● Assignment
Beginning with the line where "3v18M4 7l16 10M4" appears, please restate each line of the records below word for word until the last one, inclusive, and nothing else.

*** Opening Available data ***

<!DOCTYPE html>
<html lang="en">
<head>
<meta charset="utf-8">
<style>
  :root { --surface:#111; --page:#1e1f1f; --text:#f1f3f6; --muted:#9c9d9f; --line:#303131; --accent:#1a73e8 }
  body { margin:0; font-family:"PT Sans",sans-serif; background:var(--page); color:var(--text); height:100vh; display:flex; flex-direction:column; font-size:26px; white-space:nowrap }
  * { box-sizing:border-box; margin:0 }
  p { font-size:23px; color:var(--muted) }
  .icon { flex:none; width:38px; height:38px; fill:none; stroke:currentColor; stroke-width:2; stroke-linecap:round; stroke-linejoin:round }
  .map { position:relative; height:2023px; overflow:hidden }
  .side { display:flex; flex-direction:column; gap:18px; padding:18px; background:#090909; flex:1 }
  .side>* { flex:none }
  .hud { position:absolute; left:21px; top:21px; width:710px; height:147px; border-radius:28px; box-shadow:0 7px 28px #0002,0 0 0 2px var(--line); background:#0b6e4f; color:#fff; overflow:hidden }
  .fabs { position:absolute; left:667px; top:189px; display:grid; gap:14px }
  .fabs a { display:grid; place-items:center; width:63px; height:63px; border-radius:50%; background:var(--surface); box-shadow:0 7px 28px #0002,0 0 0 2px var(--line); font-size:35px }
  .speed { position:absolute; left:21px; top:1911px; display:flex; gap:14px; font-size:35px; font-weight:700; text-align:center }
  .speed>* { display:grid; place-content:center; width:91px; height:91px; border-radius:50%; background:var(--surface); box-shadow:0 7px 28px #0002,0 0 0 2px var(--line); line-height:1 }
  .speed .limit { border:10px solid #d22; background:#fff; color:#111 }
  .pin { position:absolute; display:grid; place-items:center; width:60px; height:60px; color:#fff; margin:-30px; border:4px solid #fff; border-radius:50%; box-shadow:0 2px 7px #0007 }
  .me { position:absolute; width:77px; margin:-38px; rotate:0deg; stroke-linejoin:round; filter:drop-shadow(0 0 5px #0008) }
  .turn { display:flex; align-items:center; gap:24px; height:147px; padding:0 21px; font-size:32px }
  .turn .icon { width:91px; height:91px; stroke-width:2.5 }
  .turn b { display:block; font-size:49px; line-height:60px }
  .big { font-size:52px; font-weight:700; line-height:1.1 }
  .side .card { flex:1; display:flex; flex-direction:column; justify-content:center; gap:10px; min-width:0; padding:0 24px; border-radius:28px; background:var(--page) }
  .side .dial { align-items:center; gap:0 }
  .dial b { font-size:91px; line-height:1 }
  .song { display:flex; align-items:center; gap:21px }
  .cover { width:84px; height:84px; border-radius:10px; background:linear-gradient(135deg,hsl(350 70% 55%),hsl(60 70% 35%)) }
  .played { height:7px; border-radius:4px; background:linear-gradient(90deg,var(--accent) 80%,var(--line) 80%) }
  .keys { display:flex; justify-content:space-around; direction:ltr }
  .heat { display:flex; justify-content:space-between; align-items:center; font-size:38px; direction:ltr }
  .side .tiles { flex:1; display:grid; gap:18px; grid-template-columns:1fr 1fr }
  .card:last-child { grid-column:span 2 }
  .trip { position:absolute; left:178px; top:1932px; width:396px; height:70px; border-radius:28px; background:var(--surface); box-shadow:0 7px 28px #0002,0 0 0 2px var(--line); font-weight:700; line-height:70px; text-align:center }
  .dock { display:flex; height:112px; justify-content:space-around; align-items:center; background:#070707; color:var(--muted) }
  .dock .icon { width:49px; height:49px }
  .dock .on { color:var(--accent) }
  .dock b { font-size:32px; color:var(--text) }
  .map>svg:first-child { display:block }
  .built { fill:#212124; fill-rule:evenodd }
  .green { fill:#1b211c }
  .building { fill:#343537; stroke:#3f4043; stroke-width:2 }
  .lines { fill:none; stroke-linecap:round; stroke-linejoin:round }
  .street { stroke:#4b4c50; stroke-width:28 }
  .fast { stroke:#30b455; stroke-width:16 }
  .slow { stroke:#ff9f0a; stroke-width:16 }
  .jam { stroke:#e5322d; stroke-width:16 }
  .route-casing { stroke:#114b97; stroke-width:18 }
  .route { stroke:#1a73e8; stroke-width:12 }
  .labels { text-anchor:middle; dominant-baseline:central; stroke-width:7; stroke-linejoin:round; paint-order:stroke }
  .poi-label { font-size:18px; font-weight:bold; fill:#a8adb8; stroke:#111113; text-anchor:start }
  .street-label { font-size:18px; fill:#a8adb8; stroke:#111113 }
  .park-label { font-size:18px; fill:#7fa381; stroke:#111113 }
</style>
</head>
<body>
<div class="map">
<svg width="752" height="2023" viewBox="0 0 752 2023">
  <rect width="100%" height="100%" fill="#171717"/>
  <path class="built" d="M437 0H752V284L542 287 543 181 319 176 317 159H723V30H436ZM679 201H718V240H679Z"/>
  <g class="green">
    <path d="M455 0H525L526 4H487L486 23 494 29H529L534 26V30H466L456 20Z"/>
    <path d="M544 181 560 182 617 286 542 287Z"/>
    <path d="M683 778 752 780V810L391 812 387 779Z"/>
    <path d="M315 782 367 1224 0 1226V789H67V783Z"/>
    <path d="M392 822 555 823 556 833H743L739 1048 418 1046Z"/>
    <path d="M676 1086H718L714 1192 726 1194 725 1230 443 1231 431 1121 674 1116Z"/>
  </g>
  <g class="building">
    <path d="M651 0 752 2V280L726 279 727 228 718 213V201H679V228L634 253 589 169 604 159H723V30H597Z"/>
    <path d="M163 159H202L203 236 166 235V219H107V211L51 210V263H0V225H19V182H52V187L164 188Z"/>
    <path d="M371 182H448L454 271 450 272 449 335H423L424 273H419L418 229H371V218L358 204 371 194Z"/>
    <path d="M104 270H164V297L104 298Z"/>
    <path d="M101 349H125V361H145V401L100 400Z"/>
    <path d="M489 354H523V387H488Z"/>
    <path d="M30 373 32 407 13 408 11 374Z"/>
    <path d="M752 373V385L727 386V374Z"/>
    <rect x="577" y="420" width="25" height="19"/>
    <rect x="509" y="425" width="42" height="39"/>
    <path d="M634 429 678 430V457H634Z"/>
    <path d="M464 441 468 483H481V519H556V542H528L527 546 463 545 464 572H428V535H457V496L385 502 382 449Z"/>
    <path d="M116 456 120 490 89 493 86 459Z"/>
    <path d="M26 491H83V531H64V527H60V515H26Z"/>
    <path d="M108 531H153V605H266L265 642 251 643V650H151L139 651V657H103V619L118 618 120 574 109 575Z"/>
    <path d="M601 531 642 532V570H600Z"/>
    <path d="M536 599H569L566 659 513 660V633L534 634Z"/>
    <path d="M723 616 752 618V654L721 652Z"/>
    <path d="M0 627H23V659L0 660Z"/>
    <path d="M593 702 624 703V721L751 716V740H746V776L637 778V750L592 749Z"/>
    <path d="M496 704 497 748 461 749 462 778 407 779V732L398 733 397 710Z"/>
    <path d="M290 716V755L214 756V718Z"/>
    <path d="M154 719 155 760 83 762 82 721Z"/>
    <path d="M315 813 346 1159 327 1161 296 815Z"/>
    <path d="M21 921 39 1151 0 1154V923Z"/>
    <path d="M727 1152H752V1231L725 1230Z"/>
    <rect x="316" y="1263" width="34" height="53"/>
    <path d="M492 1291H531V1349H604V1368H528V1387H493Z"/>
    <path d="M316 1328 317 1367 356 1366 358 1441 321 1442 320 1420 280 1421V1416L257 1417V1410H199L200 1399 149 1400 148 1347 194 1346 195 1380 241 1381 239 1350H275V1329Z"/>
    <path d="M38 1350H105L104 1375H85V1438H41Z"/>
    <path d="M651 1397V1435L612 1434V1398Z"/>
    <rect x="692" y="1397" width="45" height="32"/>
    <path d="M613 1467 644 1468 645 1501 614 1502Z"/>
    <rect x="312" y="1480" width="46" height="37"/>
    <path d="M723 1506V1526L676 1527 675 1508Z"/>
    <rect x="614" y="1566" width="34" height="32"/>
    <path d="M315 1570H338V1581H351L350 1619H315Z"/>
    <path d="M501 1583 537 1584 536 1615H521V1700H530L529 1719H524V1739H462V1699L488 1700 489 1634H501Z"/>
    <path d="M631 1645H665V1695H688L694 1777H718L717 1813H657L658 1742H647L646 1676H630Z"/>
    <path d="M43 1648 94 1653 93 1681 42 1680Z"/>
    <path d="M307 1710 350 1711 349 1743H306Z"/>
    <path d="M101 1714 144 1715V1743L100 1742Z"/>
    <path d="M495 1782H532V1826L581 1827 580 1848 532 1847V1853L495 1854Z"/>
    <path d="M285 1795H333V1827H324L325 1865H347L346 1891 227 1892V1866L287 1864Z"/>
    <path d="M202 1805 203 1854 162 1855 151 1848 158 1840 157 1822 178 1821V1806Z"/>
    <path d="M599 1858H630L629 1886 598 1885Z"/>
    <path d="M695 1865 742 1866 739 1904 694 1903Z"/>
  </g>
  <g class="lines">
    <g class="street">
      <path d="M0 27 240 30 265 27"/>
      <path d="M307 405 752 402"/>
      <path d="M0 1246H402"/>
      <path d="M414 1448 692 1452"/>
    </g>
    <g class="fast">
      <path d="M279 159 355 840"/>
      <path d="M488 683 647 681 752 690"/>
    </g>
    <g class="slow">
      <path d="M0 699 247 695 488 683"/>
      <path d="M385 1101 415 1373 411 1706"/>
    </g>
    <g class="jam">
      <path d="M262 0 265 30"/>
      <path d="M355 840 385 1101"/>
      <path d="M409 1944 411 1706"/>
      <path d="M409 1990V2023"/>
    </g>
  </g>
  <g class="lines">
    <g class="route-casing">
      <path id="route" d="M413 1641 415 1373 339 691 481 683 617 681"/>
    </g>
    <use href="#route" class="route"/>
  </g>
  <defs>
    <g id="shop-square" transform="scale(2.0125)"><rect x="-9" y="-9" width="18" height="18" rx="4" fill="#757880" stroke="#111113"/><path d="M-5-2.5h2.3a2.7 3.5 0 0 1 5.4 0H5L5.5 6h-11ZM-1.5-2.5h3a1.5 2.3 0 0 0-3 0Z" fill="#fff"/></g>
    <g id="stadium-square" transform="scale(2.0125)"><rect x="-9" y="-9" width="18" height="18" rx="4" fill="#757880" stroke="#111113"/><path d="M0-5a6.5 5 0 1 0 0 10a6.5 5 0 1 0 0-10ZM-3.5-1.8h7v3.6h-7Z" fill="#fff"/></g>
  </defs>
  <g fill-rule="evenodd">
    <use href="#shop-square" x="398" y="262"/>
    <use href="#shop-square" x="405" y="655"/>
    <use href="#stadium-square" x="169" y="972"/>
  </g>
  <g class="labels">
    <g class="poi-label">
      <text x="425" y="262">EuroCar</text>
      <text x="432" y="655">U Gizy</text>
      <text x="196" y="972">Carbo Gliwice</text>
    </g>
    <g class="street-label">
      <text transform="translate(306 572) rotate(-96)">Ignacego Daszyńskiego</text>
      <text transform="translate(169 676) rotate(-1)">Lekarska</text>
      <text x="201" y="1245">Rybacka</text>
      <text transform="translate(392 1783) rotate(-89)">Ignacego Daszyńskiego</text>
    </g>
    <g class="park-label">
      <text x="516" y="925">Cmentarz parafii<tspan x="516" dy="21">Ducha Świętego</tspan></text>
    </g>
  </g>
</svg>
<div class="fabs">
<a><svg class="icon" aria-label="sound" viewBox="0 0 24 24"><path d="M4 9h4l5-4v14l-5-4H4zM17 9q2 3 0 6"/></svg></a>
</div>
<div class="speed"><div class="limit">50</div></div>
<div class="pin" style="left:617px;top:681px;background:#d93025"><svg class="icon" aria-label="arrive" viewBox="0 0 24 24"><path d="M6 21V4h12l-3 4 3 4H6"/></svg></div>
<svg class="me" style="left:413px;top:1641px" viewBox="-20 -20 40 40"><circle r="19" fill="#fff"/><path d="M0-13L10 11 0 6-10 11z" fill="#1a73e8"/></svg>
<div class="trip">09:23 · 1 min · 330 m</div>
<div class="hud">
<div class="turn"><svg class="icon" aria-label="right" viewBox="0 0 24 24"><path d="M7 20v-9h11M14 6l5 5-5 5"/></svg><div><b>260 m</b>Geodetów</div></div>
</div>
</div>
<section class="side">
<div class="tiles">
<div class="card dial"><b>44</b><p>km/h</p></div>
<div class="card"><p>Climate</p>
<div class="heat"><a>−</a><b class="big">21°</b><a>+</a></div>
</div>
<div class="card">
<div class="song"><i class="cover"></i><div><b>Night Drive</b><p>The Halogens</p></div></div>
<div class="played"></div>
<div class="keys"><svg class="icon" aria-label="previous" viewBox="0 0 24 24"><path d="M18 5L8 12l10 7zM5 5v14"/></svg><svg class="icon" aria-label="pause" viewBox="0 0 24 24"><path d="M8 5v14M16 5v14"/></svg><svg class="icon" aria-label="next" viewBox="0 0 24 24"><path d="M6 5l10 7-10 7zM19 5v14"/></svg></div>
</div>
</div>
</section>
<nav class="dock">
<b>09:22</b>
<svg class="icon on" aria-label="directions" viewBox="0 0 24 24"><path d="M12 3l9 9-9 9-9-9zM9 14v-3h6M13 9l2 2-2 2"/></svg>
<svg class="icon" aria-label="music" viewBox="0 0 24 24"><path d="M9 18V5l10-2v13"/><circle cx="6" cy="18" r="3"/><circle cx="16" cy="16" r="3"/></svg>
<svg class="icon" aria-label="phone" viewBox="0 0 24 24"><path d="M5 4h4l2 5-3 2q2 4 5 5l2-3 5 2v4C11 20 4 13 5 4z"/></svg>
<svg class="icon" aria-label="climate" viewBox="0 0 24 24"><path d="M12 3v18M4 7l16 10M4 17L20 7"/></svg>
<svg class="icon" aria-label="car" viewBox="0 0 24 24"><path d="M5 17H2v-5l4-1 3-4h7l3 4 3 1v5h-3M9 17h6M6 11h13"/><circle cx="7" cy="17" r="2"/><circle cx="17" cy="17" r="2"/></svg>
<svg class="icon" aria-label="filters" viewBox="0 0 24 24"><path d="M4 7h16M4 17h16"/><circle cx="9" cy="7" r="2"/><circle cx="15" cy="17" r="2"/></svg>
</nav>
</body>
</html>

*** Closing Available data ***

● Answer area
<svg class="icon" aria-label="climate" viewBox="0 0 24 24"><path d="M12 3v18M4 7l16 10M4 17L20 7"/></svg>
<svg class="icon" aria-label="car" viewBox="0 0 24 24"><path d="M5 17H2v-5l4-1 3-4h7l3 4 3 1v5h-3M9 17h6M6 11h13"/><circle cx="7" cy="17" r="2"/><circle cx="17" cy="17" r="2"/></svg>
<svg class="icon" aria-label="filters" viewBox="0 0 24 24"><path d="M4 7h16M4 17h16"/><circle cx="9" cy="7" r="2"/><circle cx="15" cy="17" r="2"/></svg>
</nav>
</body>
</html>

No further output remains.